Sulla giostra

Ho capito, il messaggio è stato chiaro. La colonna dei ritardi piena, il treno che non parte ed il trasbordo ad altro convoglio che dovrà aspettare l’intercity; piove, quella schifezza fine che trasforma Marzo in Novembre. Ho capito, è Lunedì ed è chiaro. Ci avviamo lentamente e provo a fregarmene di tutto, magari leggendomi in santa pace qualche articolo, poi ricevo un messaggio dalla collega d’ufficio: “Oggi non ci sarò”. Arrivo a lavoro e mi aspetto da un momento all’altro il fuoco di fila delle grane che puntuali, arrivano. La settimana ha inizio signori, diamo il via alle danze! Sarò mica l’unico ad avere la sensazione di stare sulla giostra senza poter scendere, no? Siamo in ballo, balliamo e facciamolo fregandocene di tutto e affrontando di petto quello che accade. Lo ripeto a casa da un po’ di giorni: è tutto un casino, evitiamo di isolare i problemi, smettiamola di spaccarli in mille pezzi per analizzarne le ragioni tanto non ne verremmo a capo. Sto nel bel mezzo di un giro di giostra come tanti capitano nella vita. Siete mai riusciti a pensare qualcosa mentre affrontate il giro della morte sull’ottovolante? Ecco, io bado solo a non cadere, a non lasciarci le penne, quello che accade nel mezzo è solo un miscuglio di paura, esaltazioni e depressioni, sorrisi e silenzi, tanto prima o poi dovrò scendere. Al di là di questo non sarebbe male poter avere fiuto per le giornate di merda, bypassare gli imprevisti e quegli avvenimenti che di solito ti fanno dire “piove sul bagnato”. Sarebbe troppo semplice e svanirebbe il gusto dell’imprevedibile che, pensandoci bene, è il succo della vita.

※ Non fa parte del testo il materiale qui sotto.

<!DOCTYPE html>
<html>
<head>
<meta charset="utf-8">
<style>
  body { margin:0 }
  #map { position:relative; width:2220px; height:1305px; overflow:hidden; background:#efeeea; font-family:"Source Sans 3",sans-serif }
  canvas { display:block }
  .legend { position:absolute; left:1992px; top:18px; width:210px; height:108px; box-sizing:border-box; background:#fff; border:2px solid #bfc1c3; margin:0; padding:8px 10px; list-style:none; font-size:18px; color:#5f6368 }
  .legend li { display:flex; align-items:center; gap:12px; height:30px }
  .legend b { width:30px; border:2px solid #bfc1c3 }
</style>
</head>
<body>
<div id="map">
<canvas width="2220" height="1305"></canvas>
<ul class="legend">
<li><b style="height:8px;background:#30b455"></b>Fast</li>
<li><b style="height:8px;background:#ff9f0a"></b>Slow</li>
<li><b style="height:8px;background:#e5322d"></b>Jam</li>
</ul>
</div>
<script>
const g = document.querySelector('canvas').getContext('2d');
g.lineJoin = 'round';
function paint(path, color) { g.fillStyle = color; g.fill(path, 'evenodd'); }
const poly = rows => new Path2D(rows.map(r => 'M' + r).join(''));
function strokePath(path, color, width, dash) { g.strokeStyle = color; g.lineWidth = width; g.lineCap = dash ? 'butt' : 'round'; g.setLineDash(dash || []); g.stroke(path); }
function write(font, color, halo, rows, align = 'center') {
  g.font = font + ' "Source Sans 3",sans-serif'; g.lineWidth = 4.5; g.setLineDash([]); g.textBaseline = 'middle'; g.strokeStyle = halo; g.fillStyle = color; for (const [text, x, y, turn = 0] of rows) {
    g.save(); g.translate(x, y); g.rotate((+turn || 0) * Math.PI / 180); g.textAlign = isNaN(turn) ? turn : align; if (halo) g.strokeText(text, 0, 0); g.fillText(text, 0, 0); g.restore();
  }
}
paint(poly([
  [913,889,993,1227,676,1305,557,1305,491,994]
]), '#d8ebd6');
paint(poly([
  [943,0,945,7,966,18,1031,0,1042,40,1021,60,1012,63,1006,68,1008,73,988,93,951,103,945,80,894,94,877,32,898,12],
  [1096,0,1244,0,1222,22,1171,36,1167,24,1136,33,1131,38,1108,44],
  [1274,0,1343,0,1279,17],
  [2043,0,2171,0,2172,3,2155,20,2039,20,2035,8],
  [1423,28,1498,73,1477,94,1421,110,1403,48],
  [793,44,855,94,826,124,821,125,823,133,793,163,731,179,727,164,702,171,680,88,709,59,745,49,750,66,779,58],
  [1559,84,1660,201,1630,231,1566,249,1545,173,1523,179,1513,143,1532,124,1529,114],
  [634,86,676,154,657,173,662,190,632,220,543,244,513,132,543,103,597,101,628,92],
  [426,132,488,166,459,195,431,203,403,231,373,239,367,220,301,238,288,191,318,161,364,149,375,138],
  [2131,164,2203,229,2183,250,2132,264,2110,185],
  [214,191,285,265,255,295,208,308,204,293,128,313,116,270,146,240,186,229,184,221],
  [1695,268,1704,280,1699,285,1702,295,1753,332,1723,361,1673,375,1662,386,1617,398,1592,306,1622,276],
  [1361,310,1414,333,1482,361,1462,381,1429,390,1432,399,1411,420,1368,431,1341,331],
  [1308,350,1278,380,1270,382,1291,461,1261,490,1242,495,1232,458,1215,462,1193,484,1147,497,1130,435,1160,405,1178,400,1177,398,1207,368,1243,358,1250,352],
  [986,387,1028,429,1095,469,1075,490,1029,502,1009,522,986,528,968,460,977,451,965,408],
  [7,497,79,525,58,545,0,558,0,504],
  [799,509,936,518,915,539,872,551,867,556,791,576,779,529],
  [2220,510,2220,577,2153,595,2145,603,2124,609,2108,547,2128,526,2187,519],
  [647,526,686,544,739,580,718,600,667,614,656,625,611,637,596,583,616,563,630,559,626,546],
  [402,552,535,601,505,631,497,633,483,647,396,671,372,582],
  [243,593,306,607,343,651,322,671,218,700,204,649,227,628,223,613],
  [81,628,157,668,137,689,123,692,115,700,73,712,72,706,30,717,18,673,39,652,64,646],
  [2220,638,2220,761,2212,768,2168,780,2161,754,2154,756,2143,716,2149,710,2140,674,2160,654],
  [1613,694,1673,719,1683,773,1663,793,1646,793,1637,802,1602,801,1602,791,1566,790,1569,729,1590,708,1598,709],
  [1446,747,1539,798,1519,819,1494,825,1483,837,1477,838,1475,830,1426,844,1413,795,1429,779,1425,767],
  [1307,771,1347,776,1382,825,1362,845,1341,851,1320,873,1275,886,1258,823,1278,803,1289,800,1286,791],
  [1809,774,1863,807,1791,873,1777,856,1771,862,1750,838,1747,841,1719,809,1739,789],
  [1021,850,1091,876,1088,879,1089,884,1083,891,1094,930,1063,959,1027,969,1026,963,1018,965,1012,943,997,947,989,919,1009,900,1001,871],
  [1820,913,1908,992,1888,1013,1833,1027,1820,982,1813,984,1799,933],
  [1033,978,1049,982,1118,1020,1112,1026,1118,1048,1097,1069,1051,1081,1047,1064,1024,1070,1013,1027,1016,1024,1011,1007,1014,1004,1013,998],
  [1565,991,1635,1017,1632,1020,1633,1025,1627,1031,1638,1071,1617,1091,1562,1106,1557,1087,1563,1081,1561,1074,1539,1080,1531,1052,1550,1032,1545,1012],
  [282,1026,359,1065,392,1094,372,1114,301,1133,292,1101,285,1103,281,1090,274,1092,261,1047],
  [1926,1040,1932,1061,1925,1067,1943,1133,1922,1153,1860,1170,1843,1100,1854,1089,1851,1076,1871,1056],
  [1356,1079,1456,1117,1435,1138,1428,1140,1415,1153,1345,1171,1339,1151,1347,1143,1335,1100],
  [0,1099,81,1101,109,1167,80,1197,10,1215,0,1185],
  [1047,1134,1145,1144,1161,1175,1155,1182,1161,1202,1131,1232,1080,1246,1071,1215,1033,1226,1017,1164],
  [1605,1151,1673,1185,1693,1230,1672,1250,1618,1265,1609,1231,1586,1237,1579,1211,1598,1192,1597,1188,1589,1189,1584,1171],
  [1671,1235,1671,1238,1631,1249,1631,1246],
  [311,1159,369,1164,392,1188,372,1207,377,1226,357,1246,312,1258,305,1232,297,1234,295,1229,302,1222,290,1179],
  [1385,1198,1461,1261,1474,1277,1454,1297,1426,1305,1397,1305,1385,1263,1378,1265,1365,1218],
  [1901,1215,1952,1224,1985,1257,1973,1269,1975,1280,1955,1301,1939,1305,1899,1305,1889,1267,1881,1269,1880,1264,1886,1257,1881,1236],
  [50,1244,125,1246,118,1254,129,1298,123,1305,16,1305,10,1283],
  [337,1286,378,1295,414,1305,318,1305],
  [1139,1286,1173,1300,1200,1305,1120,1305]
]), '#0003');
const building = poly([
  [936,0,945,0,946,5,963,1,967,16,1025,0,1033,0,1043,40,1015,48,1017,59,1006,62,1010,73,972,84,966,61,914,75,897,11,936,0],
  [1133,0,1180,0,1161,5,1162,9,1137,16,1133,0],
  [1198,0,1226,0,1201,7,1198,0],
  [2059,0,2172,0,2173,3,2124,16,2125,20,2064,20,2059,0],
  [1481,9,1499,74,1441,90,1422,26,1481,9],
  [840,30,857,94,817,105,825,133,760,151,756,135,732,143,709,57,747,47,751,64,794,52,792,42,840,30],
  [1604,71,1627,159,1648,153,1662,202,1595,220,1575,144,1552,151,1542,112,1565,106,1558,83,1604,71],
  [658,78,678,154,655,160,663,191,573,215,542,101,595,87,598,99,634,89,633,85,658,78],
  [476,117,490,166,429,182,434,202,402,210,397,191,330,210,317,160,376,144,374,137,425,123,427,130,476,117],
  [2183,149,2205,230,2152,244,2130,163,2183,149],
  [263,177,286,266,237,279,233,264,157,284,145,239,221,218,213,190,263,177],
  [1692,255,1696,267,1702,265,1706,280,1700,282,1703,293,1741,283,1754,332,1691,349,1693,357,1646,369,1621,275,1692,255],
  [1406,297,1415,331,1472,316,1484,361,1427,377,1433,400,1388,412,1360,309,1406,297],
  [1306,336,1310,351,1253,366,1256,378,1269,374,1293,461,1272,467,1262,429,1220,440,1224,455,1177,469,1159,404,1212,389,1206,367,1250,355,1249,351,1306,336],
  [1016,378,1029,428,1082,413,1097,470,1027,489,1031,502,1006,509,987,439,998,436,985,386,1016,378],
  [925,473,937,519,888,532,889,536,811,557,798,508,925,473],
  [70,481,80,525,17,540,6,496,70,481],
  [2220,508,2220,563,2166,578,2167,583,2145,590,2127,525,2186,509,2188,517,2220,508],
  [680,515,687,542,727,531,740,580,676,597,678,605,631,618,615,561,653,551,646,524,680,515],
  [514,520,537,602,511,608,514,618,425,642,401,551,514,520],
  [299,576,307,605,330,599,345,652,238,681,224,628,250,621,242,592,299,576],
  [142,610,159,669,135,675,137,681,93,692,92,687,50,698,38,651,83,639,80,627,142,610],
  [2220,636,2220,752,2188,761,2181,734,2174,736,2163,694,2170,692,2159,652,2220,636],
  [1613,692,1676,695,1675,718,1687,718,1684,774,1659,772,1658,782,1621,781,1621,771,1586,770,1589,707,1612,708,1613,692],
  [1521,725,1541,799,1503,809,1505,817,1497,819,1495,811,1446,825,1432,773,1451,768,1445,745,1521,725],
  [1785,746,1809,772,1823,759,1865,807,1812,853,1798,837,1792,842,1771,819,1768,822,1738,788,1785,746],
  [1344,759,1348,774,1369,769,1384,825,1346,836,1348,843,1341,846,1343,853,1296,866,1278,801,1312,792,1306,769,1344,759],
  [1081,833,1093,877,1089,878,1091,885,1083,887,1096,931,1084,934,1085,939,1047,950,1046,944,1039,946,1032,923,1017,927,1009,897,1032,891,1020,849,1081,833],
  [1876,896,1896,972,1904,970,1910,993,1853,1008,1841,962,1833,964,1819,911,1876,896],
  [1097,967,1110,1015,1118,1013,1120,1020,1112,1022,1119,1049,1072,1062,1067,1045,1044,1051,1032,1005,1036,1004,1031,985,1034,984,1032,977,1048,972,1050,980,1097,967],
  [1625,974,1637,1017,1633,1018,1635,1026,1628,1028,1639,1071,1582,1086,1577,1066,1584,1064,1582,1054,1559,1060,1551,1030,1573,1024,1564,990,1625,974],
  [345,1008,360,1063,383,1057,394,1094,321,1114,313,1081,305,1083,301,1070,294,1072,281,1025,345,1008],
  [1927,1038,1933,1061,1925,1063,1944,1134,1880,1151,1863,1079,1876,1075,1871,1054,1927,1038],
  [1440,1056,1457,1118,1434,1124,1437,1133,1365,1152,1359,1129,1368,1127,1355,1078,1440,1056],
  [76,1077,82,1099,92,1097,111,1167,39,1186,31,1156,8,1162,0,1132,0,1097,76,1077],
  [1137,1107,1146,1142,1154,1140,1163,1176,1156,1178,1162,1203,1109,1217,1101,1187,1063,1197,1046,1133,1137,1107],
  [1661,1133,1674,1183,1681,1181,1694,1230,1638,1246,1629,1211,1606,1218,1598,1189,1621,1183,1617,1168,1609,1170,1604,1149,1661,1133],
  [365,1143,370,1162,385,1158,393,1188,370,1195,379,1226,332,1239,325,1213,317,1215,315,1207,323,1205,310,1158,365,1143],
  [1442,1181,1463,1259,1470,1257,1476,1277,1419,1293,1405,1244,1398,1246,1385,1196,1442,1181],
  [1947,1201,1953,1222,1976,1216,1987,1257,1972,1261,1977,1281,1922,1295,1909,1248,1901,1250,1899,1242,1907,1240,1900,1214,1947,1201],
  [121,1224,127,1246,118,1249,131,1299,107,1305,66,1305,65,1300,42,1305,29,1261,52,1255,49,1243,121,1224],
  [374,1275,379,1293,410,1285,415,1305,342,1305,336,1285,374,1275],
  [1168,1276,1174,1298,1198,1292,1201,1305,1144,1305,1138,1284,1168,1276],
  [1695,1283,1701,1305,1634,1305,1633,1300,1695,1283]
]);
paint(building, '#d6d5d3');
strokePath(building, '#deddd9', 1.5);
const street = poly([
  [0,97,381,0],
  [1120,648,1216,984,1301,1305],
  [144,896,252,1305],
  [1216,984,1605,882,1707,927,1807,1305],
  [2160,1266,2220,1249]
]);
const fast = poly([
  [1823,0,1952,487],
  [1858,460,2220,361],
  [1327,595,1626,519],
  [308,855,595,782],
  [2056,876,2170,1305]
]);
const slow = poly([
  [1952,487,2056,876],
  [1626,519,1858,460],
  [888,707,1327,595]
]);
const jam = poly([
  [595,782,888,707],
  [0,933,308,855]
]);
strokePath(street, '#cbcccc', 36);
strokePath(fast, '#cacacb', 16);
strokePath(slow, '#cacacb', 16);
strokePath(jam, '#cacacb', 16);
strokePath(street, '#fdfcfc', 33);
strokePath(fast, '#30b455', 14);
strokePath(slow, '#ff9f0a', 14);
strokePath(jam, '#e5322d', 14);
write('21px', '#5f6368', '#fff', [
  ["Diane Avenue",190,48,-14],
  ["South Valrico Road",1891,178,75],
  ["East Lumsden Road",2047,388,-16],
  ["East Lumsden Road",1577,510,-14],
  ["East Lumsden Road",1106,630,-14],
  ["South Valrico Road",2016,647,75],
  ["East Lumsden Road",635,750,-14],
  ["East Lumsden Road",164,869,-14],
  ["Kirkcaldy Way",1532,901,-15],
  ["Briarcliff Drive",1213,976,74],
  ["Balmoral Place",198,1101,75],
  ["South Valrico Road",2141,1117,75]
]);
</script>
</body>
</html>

Mantenere alto il livello di attenzione non serve come non serve fossilizzarsi su qualcosa nel timore che possa accadere. Per quanto possiamo premunirci, agli occhi del destino siamo sempre disarmati, piccoli puntini che possono essere schiacciati da un momento all’altro. Questa settimana parte e anche la giostra riparte puntuale: sento di voler essere ed apparire positivo, senza maschere ma con l’intento di esprimere me stesso in modo naturale. Sto pensando a me e non è squallido egoismo in un momento nel quale dovrei pensare solo a chi vive un problema. E non si osi la coscienza di venirmi a disturbare, non mi affosserà, non riuscirà a farmi credere che sto sbagliando. La strada è quella giusta, la dimensione mai quella normale.